Being quite big though does have its advantages and I’m sure he can get the bike mended, and before you know it I’m past The Bull Hotel, a not too bad Young’s Pub, and on my way towards the Courage owned The Tiger’s Head. It’s then just down, across and back up the Chislehurst Cockpit (an actual cockpit, not the name of a pub)and on to my local The Crown (Shepherd Neame), before heading off towards to the cricket club. The trip through the dewy grass has left my trainers soaked so now my feet are really wishing for the electric heater option and so it’s with some relief that I cross the road by The Rambler’s Rest and head down Old Hill past the Imperial Arms, commonly known as the Impy and possibly the smallest pub in England, being more dimensionally challenged than your average porch, and on to the Bickley Arms before turning on to Lower Camden and the steep climb home.

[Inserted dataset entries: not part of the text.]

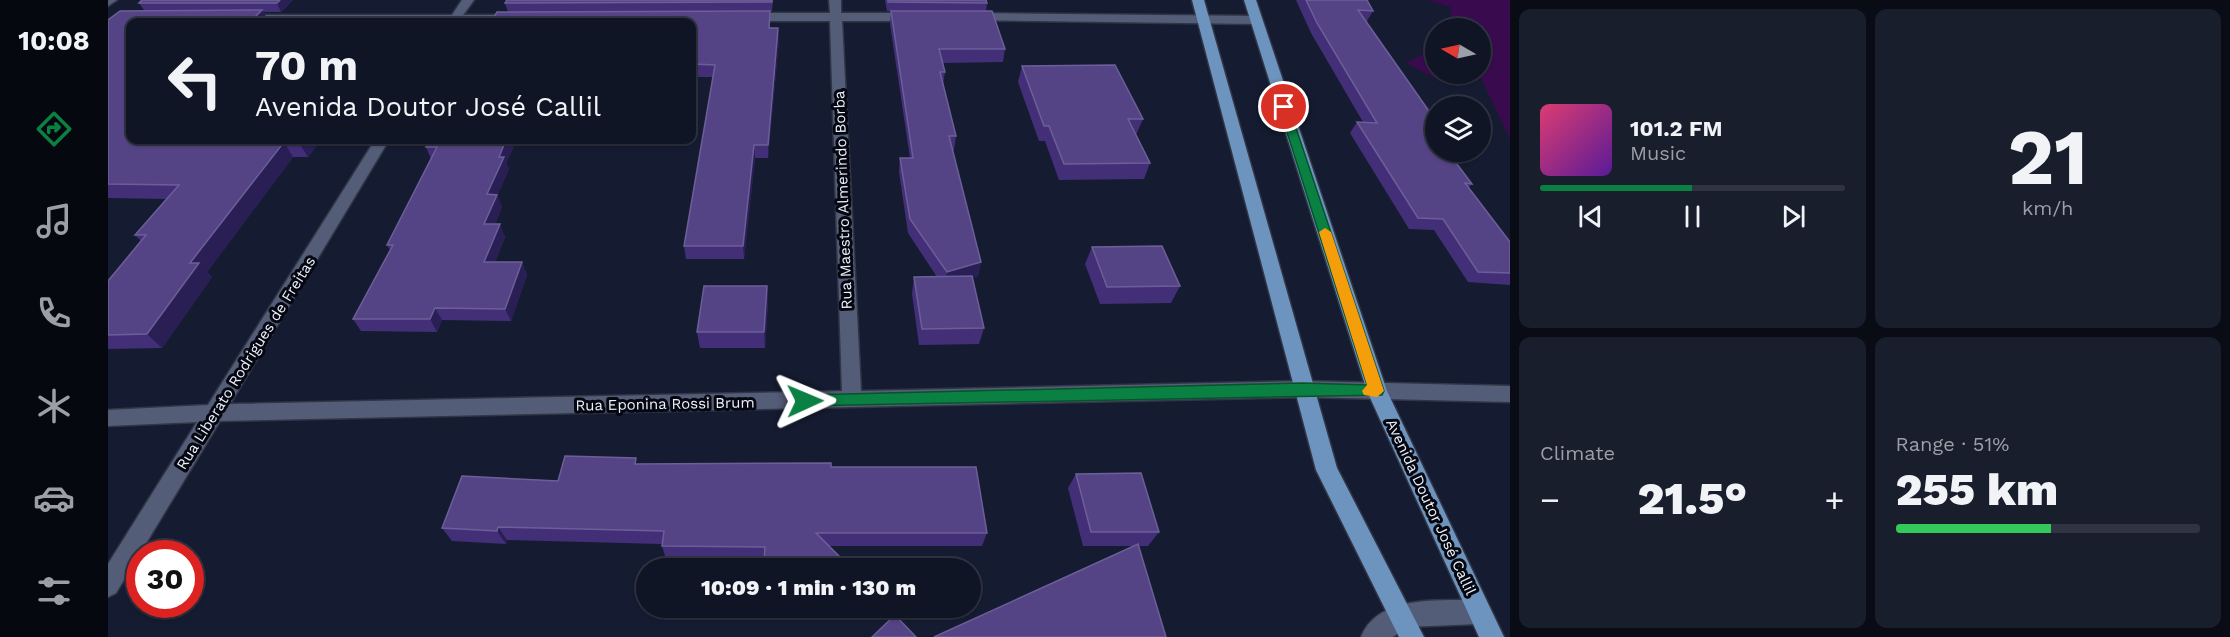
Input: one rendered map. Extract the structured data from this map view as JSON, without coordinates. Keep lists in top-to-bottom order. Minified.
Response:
{"streets":{"main road":["Avenida Doutor José Callil"],"street":["Rua Maestro Almerindo Borba","Rua Liberato Rodrigues de Freitas","Rua Eponina Rossi Brum"]},"crossings":[["Rua Maestro Almerindo Borba","Rua Eponina Rossi Brum"],["Rua Liberato Rodrigues de Freitas","Rua Eponina Rossi Brum"],["Rua Eponina Rossi Brum","Avenida Doutor José Callil"]],"north":"left","page":{"tabs":"10:08","tile":[["21","km/h"],"Climate",["Range · 51%","255 km"]],"turn":["70 m","Avenida Doutor José Callil"],"song":["101.2 FM","Music"],"heat":["−","21.5°","+"],"limit":"30","trip":"10:09 · 1 min · 130 m"}}
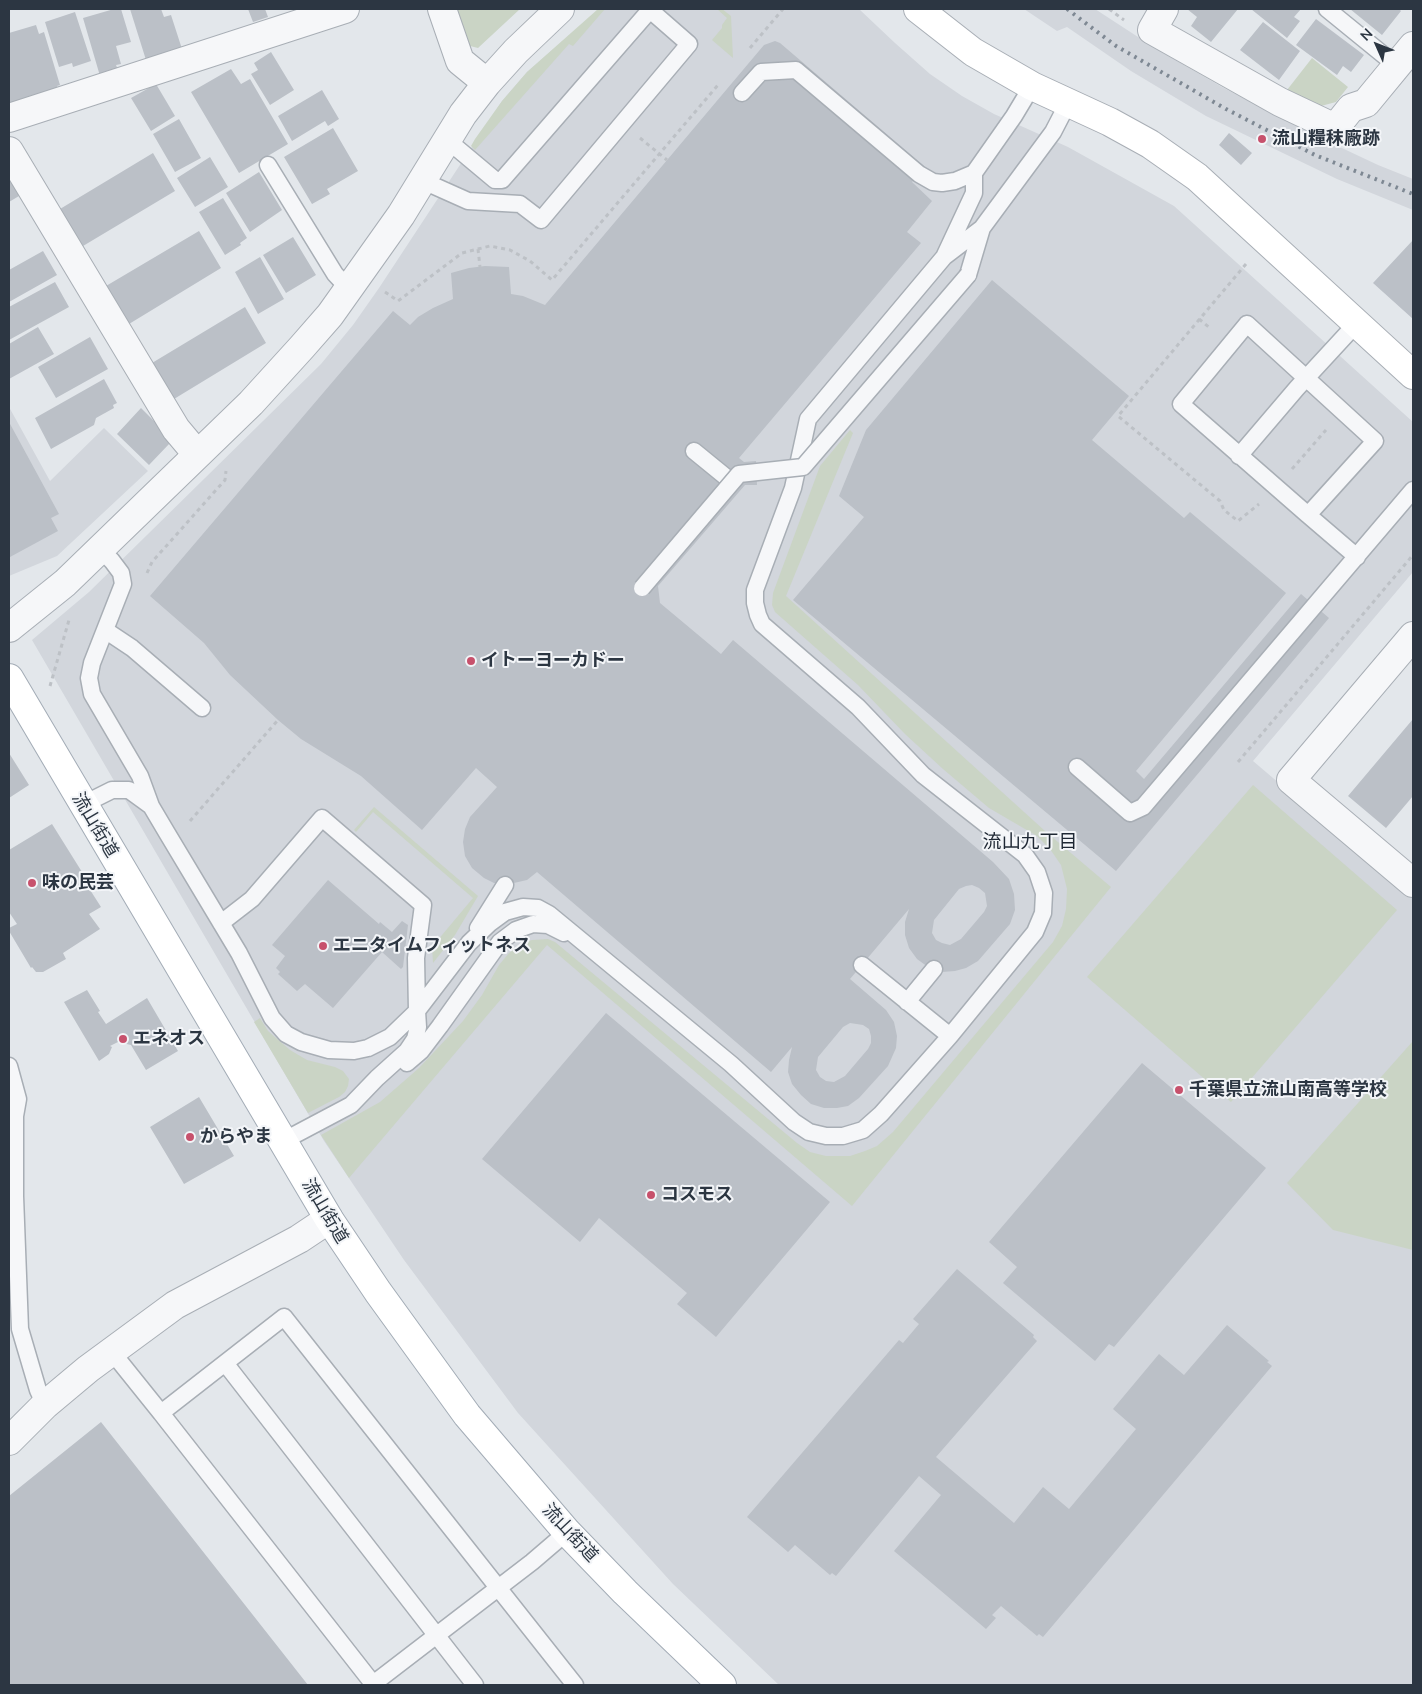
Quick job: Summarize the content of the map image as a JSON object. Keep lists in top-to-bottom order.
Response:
{
  "streets": {
    "main road": ["流山街道"]
  },
  "districts": ["流山九丁目"],
  "places": [
    "流山糧秣廠跡",
    "イトーヨーカドー",
    "味の民芸",
    "エニタイムフィットネス",
    "エネオス",
    "千葉県立流山南高等学校",
    "からやま",
    "コスモス"
  ],
  "north": "top left"
}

I have now entered what I call the Temperance Area, for between the Bickley Arms and The Royal Eltham in Mottingham there is not a pub in sight. Elmstead Woods is a pub free zone. If I’m going to collapse and receive the reviving spirits that only a good hostelry can offer, I’d better do it now. No chance………It does always surprise me that an area so generally well endowed with drinking establishments has at it’s very heart an area drier than prohibition, it's a real puzzler. This occupies my mind for a while until the pain I’m in comes to the fore once more.

My lungs are now feeling like they’re full of burning fluid and the effort to put my leaden feet one in front of the other is starting to take its toll. I’m convinced I can see a woman walking a cat and then get nearly killed by a hoody hurtling down Elmstead Lane on his skateboard. I don’t think the hug I end up giving him was quite the one David Cameron had in mind………Eventually I turn into my road and receive a cheery wave from Mr Benny Bus man, one of my neighbours. “Oo, had a good run have you?” he asks in mock friendliness as I stagger past. Prizes are on offer for the person who gets closest to my reply – and yes, it did contain the F-word.